Time after surgery may be another limitation. ACL subjects were an average of 4.6 years after surgery with a range from barely one year to nine years. This range is quite broad and may be a limitation to the study, in that subjects closer to their ACL reconstruction may have demonstrated more significant differences in movement variables from healthy subjects as compared to those with more time between ACL reconstruction and testing. Narrowing this range would allow for more specific understanding of movement patterns during specific times after ACL reconstruction, especially times when subjects are thought to be more vulnerable to re-injury. Type of ACL surgery was variable as well, which may have implications on outcomes as hamstring and patellar tendon grafts may exhibit different deficits at different follow up periods. The final limitation was the lab environment. The lab set up was such that subjects were unable to run or move into a cutting maneuver and had to start from an athletic stance. This may have been too simplistic to identify many differences between groups. Having the ability to run and cut obviously simulates an athletic maneuver more realistically.
CONCLUSION
This research examined movement patterns of the knee joint during unplanned side-step cutting maneuvers of subjects with ACLR and healthy subjects with random instantaneous vision disruption.
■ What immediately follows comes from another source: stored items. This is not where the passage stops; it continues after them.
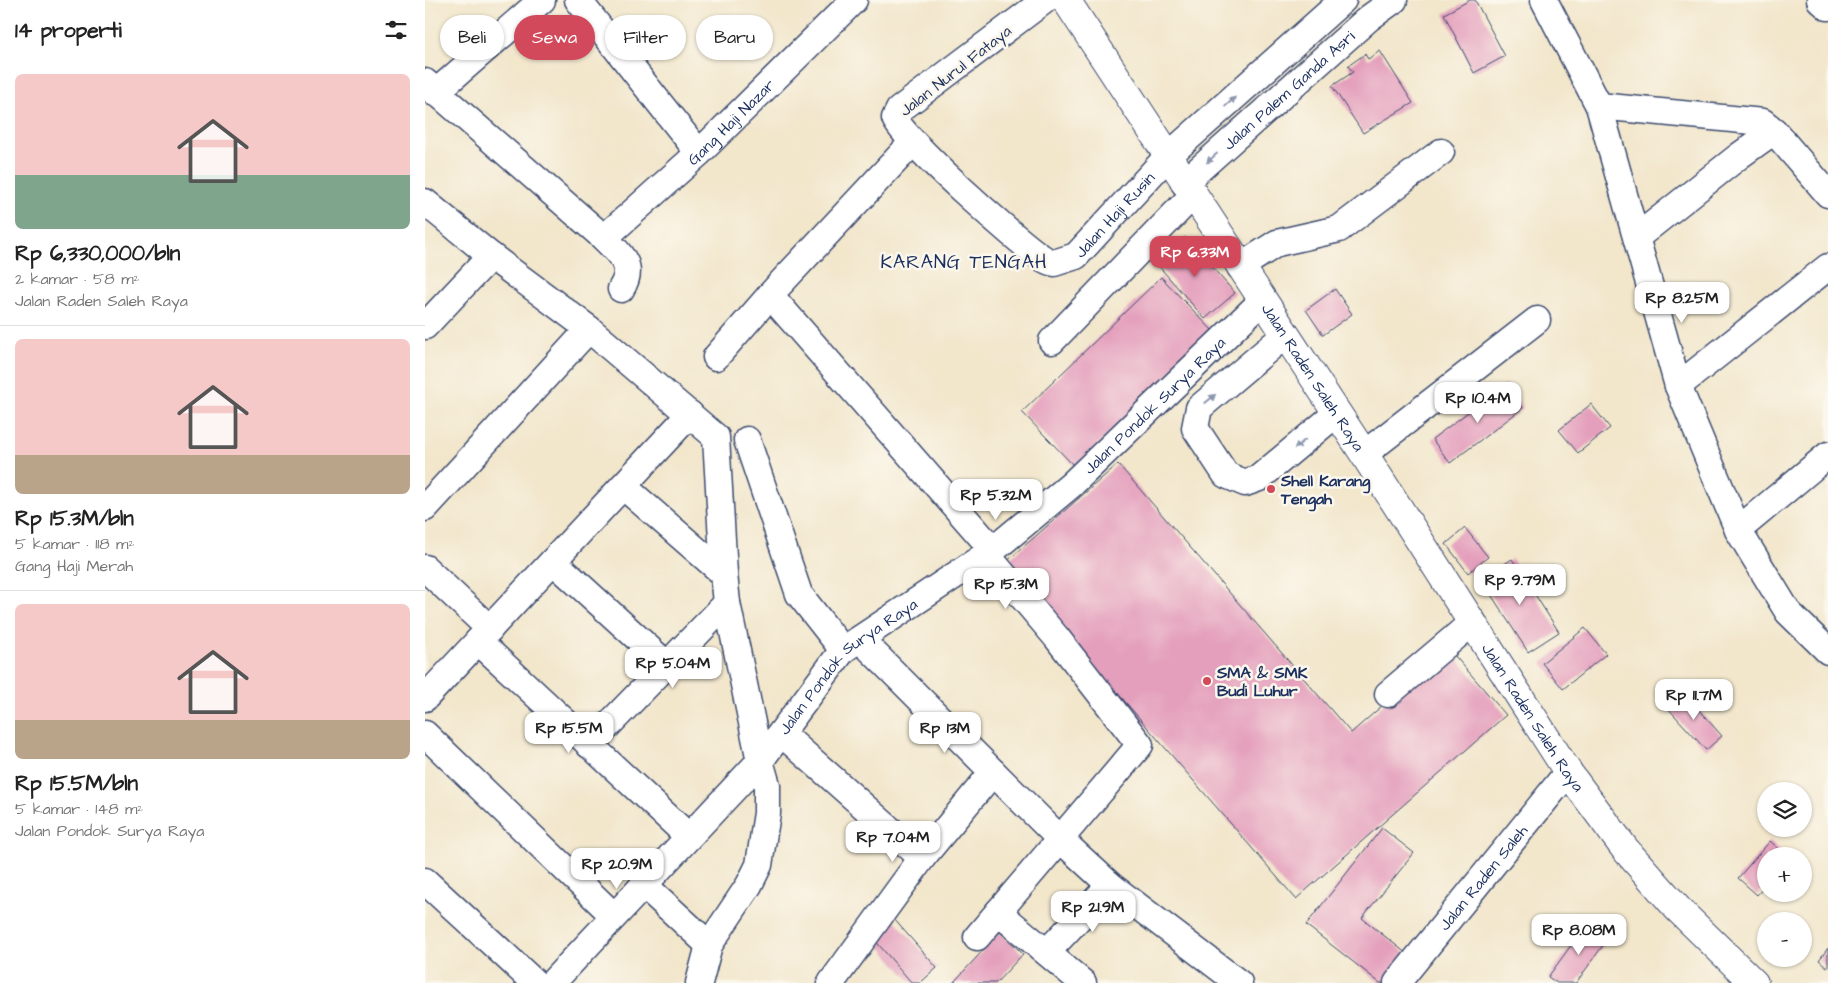 <!DOCTYPE html>
<html lang="id">
<head>
<meta charset="utf-8">
<style>
  body { margin:0; font-family:"Architects Daughter",sans-serif; background:#f6f6f6; color:#222; height:100vh; display:flex; flex-direction:column; font-size:19px; white-space:nowrap }
  * { box-sizing:border-box; margin:0 }
  p { font-size:16px; color:#767676 }
  .icon { flex:none; width:28px; height:28px; fill:none; stroke:currentColor; stroke-width:2; stroke-linecap:round; stroke-linejoin:round }
  .map { position:relative; flex:1; overflow:hidden }
  .side { display:flex; flex-direction:column; background:#fff; width:425px }
  .side>* { flex:none }
  .top-card { position:absolute; left:15px; top:15px; width:475px; height:45px; display:flex; gap:10px }
  .fabs { position:absolute; left:1332px; top:782px; display:grid; gap:10px }
  .fabs a { display:grid; place-items:center; width:55px; height:55px; border-radius:50%; background:#fff; box-shadow:0 1px 4px #0004; font-size:25px }
  .price { position:absolute; translate:-50% -42px; padding:0 11px; border-radius:10px; background:#fff; color:#222; font-size:16px; line-height:32px; filter:drop-shadow(0 1px 2px #0008) }
  .price::after { content:''; position:absolute; left:50%; top:30px; width:15px; height:11px; margin-left:-8px; background:inherit; clip-path:polygon(0 0,100% 0,50% 100%) }
  .price.active { background:#d1495b; color:#fff }
  ul { padding:0; list-style:none }
  li { display:grid; align-content:center; gap:10px; height:265px; padding:0 15px }
  li+li { border-top:1px solid #e0e0e0 }
  li span { display:grid; place-items:center; height:155px; border-radius:8px; color:#555 }
  li>.icon { margin-inline-start:auto }
  span .icon { width:90px; height:90px; fill:#fffc; stroke-width:1 }
  li b { font-size:21px }
  h2 { display:flex; justify-content:space-between; align-items:center; height:60px; padding:0 15px; font-size:21px }
  .chip { padding:0 18px; border-radius:22px; background:#fff; box-shadow:0 1px 4px #0004; font-size:18px; line-height:45px }
  .chip.active { background:#d1495b; color:#fff }
  main { display:flex; flex:1; min-height:0 }
  .map>svg:first-child { display:block }
  .building { fill:#e49fbc }
  .lines { fill:none; stroke-linecap:round; stroke-linejoin:round }
  .minor-casing { stroke:#3b4a6e; stroke-width:29 }
  .major-casing { stroke:#3b4a6e; stroke-width:30 }
  .minor { stroke:#fff; stroke-width:26 }
  .major { stroke:#fff; stroke-width:28 }
  .oneway { fill:#8d97ae }
  .poi-dot { fill:#d1495b; stroke:#fbf7ec; stroke-width:2 }
  .labels { text-anchor:middle; stroke-width:5; stroke-linejoin:round; paint-order:stroke }
  .street-label { font-size:16px; fill:#1b2f5e; stroke:#fbf7ec }
  .poi-label { font-size:16px; font-weight:bold; fill:#1b2f5e; stroke:#fbf7ec; text-anchor:start }
  .quarter-label { font-size:19px; letter-spacing:1px; fill:#1b2f5e; stroke:#fbf7ec }
</style>
</head>
<body>
<main>
<section class="side">
<h2>14 properti<svg class="icon" aria-label="filters" viewBox="0 0 24 24"><path d="M4 7h16M4 17h16"/><circle cx="9" cy="7" r="2"/><circle cx="15" cy="17" r="2"/></svg></h2>
<ul>
<li><span style="background:linear-gradient(#f6c9c9 65%,#7fa58c 0)"><svg class="icon" aria-label="home" viewBox="0 0 24 24"><path d="M3 11l9-7 9 7M6 9v11h12V9"/></svg></span><div><b>Rp 6,330,000/bln</b><p>2 kamar · 58 m²</p><p>Jalan Raden Saleh Raya</p></div></li>
<li><span style="background:linear-gradient(#f6c9c9 75%,#b9a48a 0)"><svg class="icon" aria-label="home" viewBox="0 0 24 24"><path d="M3 11l9-7 9 7M6 9v11h12V9"/></svg></span><div><b>Rp 15.3M/bln</b><p>5 kamar · 118 m²</p><p>Gang Haji Merah</p></div></li>
<li><span style="background:linear-gradient(#f6c9c9 75%,#b9a48a 0)"><svg class="icon" aria-label="home" viewBox="0 0 24 24"><path d="M3 11l9-7 9 7M6 9v11h12V9"/></svg></span><div><b>Rp 15.5M/bln</b><p>5 kamar · 148 m²</p><p>Jalan Pondok Surya Raya</p></div></li>
</ul>
</section>
<div class="map">
<svg width="1403" height="983" viewBox="0 0 1403 983">
  <rect width="100%" height="100%" fill="#fbf7ec"/>
  <filter id="ink" filterUnits="userSpaceOnUse"><feTurbulence type="fractalNoise" baseFrequency=".02" numOctaves="2"/><feDisplacementMap in="SourceGraphic" scale="10" xChannelSelector="R" yChannelSelector="G"/><feConvolveMatrix kernelMatrix="1 2 1 2 8 2 1 2 1" color-interpolation-filters="sRGB"/></filter>
  <filter id="wash" filterUnits="userSpaceOnUse"><feTurbulence type="fractalNoise" baseFrequency=".0096" numOctaves="4" result="noise"/><feDisplacementMap in="SourceGraphic" scale="20" xChannelSelector="R" yChannelSelector="G"/><feGaussianBlur stdDeviation="1.12" result="paint"/><feColorMatrix in="noise" values="0 0 0 0 0 0 0 0 0 0 0 0 0 0 0 0 0 1.4 0 .05"/><feComposite in="paint" operator="in"/></filter>
  <g filter="url(#wash)">
    <rect width="100%" height="100%" fill="#f2e6cb"/>
    <g id="blocks">
      <path class="building" d="M1045,0H1050L1080,56L1049,73L1019,14Z
        M955,51L988,103L938,133L907,86L928,72L923,66L940,54L943,59Z
        M760,237L810,293L780,319L731,263Z
        M736,277L788,331L650,467L597,412Z
        M910,289L927,314L898,335L881,310Z
        M1081,384L1098,408L1025,463L1007,439Z
        M1166,404L1185,428L1153,453L1134,430Z
        M693,464L926,733L1023,648L1081,715L871,899L580,563Z
        M1040,528L1063,557L1043,573L1021,544Z
        M1087,559L1134,632L1103,652L1056,579Z
        M1160,628L1181,654L1138,689L1117,663Z
        M1257,691L1297,736L1281,750L1241,706Z
        M957,828L989,853L937,918L987,958L967,983H955L881,925Z
        M1345,841L1362,856H1341V885L1332,895L1313,878Z
        M468,918L512,968L495,983H487L447,937Z
        M1163,922L1184,937L1151,983H1132L1123,977Z
        M575,932L598,954L571,983H528Z
        M1403,948V968L1394,960Z"/>
    </g>
  </g>
  <g filter="url(#ink)">
    <use href="#blocks" fill-opacity="0" stroke="#3b4a6e" stroke-width="1"/>
    <g class="lines">
      <defs>
        <g id="minor">
          <path d="M153,0L274,153"/>
          <path id="s1" d="M620,0L474,110L470,118C476,138 593,242 616,257C620,260 625,262 629,263L651,256L742,157L918,0"/>
          <path d="M1119,0L1174,106L1253,386L1313,530L1363,612L1403,651"/>
          <path d="M1395,0L1403,7"/>
          <path d="M0,82L179,238C195,255 211,265 196,289"/>
          <path d="M10,93L117,0"/>
          <path d="M1174,106L1338,122L1349,131L1403,194"/>
          <path id="s2" d="M759,183L944,18L969,0"/>
          <path d="M0,202L66,256L164,329L291,437L299,574"/>
          <path d="M1212,237L1314,156L1349,131"/>
          <path id="s3" d="M179,238L274,153L429,0"/>
          <path d="M815,267L852,243L914,229L1016,152"/>
          <path d="M345,295L568,550"/>
          <path d="M0,326L66,256"/>
          <path d="M860,335L774,408L770,428L801,475L820,483L834,478L912,413"/>
          <path d="M627,341L768,195"/>
          <path d="M291,357L354,285L488,142"/>
          <path d="M1253,386L1403,267"/>
          <path d="M322,440L374,594L418,650"/>
          <path d="M939,454L1112,320"/>
          <path d="M198,486L299,574L302,603L335,761L342,785V813L334,865L324,885L284,945L274,983"/>
          <path d="M0,508L164,329"/>
          <path d="M1313,530L1403,455"/>
          <path d="M128,561L242,665"/>
          <path d="M0,568L65,629"/>
          <path d="M435,639L635,839L685,885L814,983"/>
          <path d="M53,641L263,836"/>
          <path d="M963,694L1048,622"/>
          <path d="M0,698L265,414"/>
          <path d="M356,733L497,858"/>
          <path d="M0,734L189,916"/>
          <path d="M164,745L302,603"/>
          <path d="M0,881L110,983"/>
          <path d="M218,884L284,945"/>
          <path d="M573,912L658,983"/>
          <path d="M552,937L715,745L632,638L562,555"/>
          <path d="M622,952L685,885"/>
          <path id="s4" d="M127,983L335,761L418,650L568,550L646,485L838,300"/>
          <path d="M406,983L497,858L568,772"/>
          <path id="s5" d="M972,983L1143,772"/>
        </g>
        <g id="major">
          <path id="s6" d="M641,0L939,454L1143,772L1200,849L1253,909L1329,983"/>
        </g>
      </defs>
      <use href="#minor" class="minor-casing"/>
      <use href="#major" class="major-casing"/>
      <use href="#minor" class="minor"/>
      <use href="#major" class="major"/>
    </g>
    <defs><path id="oneway-solid" d="M-6-.8H1V-3.2L6.5 0L1 3.2V.8H-6Z" transform="scale(1.25)"/></defs>
    <g class="oneway">
      <use href="#oneway-solid" transform="translate(805 102) rotate(-42)"/>
      <use href="#oneway-solid" transform="translate(787 158) rotate(138)"/>
      <use href="#oneway-solid" transform="translate(785 399) rotate(-40)"/>
      <use href="#oneway-solid" transform="translate(875 444) rotate(140)"/>
    </g>
  </g>
  <g class="poi-dot">
    <circle cx="846" cy="489" r="5"/>
    <circle cx="782" cy="681" r="5"/>
  </g>
  <g class="labels">
    <g class="street-label">
      <text transform="translate(530 70) rotate(-38)" y="6">Jalan Nurul Fataya</text>
      <text dy="6" stroke="none"><textPath href="#s2" startOffset="140">Jalan Palem Ganda Asri</textPath></text>
      <text dy="6" stroke="none"><textPath href="#s3" startOffset="172">Gang Haji Nazar</textPath></text>
      <text dy="6" stroke="none"><textPath href="#s1" startOffset="488">Jalan Haji Rusin</textPath></text>
      <text dy="6" stroke="none"><textPath href="#s6" startOffset="451">Jalan Raden Saleh Raya</textPath></text>
      <text dy="6" stroke="none"><textPath href="#s4" startOffset="840">Jalan Pondok Surya Raya</textPath></text>
      <text dy="6" stroke="none"><textPath href="#s4" startOffset="435">Jalan Pondok Surya Raya</textPath></text>
      <text dy="6" stroke="none"><textPath href="#s6" startOffset="856">Jalan Raden Saleh Raya</textPath></text>
      <text dy="6" stroke="none"><textPath href="#s5" startOffset="136">Jalan Raden Saleh</textPath></text>
    </g>
    <g class="poi-label">
      <text x="856" y="486">Shell Karang<tspan x="856" dy="18">Tengah</tspan></text>
      <text x="792" y="678">SMA &amp; SMK<tspan x="792" dy="18">Budi Luhur</tspan></text>
    </g>
    <g class="quarter-label">
      <text x="539" y="268">KARANG TENGAH</text>
    </g>
  </g>
</svg>
<div class="fabs">
<a><svg class="icon" aria-label="layers" viewBox="0 0 24 24"><path d="M12 4l9 5-9 5-9-5zM3 14l9 5 9-5"/></svg></a>
<a>+</a>
<a>−</a>
</div>
<b class="price active" style="left:770px;top:278px">Rp 6.33M</b>
<b class="price" style="left:1257px;top:324px">Rp 8.25M</b>
<b class="price" style="left:1053px;top:424px">Rp 10.4M</b>
<b class="price" style="left:571px;top:521px">Rp 5.32M</b>
<b class="price" style="left:1095px;top:606px">Rp 9.79M</b>
<b class="price" style="left:581px;top:610px">Rp 15.3M</b>
<b class="price" style="left:248px;top:689px">Rp 5.04M</b>
<b class="price" style="left:1269px;top:721px">Rp 11.7M</b>
<b class="price" style="left:144px;top:754px">Rp 15.5M</b>
<b class="price" style="left:520px;top:754px">Rp 13M</b>
<b class="price" style="left:468px;top:863px">Rp 7.04M</b>
<b class="price" style="left:192px;top:890px">Rp 20.9M</b>
<b class="price" style="left:668px;top:933px">Rp 21.9M</b>
<b class="price" style="left:1154px;top:956px">Rp 8.08M</b>
<div class="top-card">
<a class="chip">Beli</a>
<a class="chip active">Sewa</a>
<a class="chip">Filter</a>
<a class="chip">Baru</a>
</div>
</div>
</main>
</body>
</html>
Movement patterns were analyzed in new and unique ways relative to what had been reported in much of the research on ACL injury and movement. Previous findings14,34,35,42 may help to explain the movement variations between subjects with ACLR and healthy subject non-dominant knees; i.e. less postural stability and strength of the ACL reconstructed limb may result in an increased time to reach peak GRF and reduced velocity of ACL reconstructed subjects during cutting. With visual input changes (when vision was disrupted), subjects demonstrated minimal changes to their patterns of movement, thus were most likely relying on an internal visual memory of the environment and task characteristics to perform the movement successfully. However, it does appear that a few consistent pattern changes were noted when vision was disrupted. Lack of vision resulted in reduced absolute velocity and displacement, especially for subjects with ACL reconstruction, thus suggesting use of a new or altered ‘default’ motor program. Implications for rehabilitation of patients with ACL reconstruction are inherent in the outcomes of this research given the notable changes in displacement, velocity, and time to reach peak GRF relative to the healthy group. Working on velocity of movement and single leg push off skills would be helpful to improve performance in athletic situations. Knowing that these skills are lacking even over four years after surgical reconstruction indicates areas to consistently focus on athletically to improve performance and reduce injury risk. Rehabilitation programs and skill training may benefit from the addition of activities where vision is disrupted to further challenge patients.51 Overall, this study provides indirect information related to strength, proprioception, power, visual guidance of movement, motor planning, and ACL reconstruction that may affect rehabilitation program development.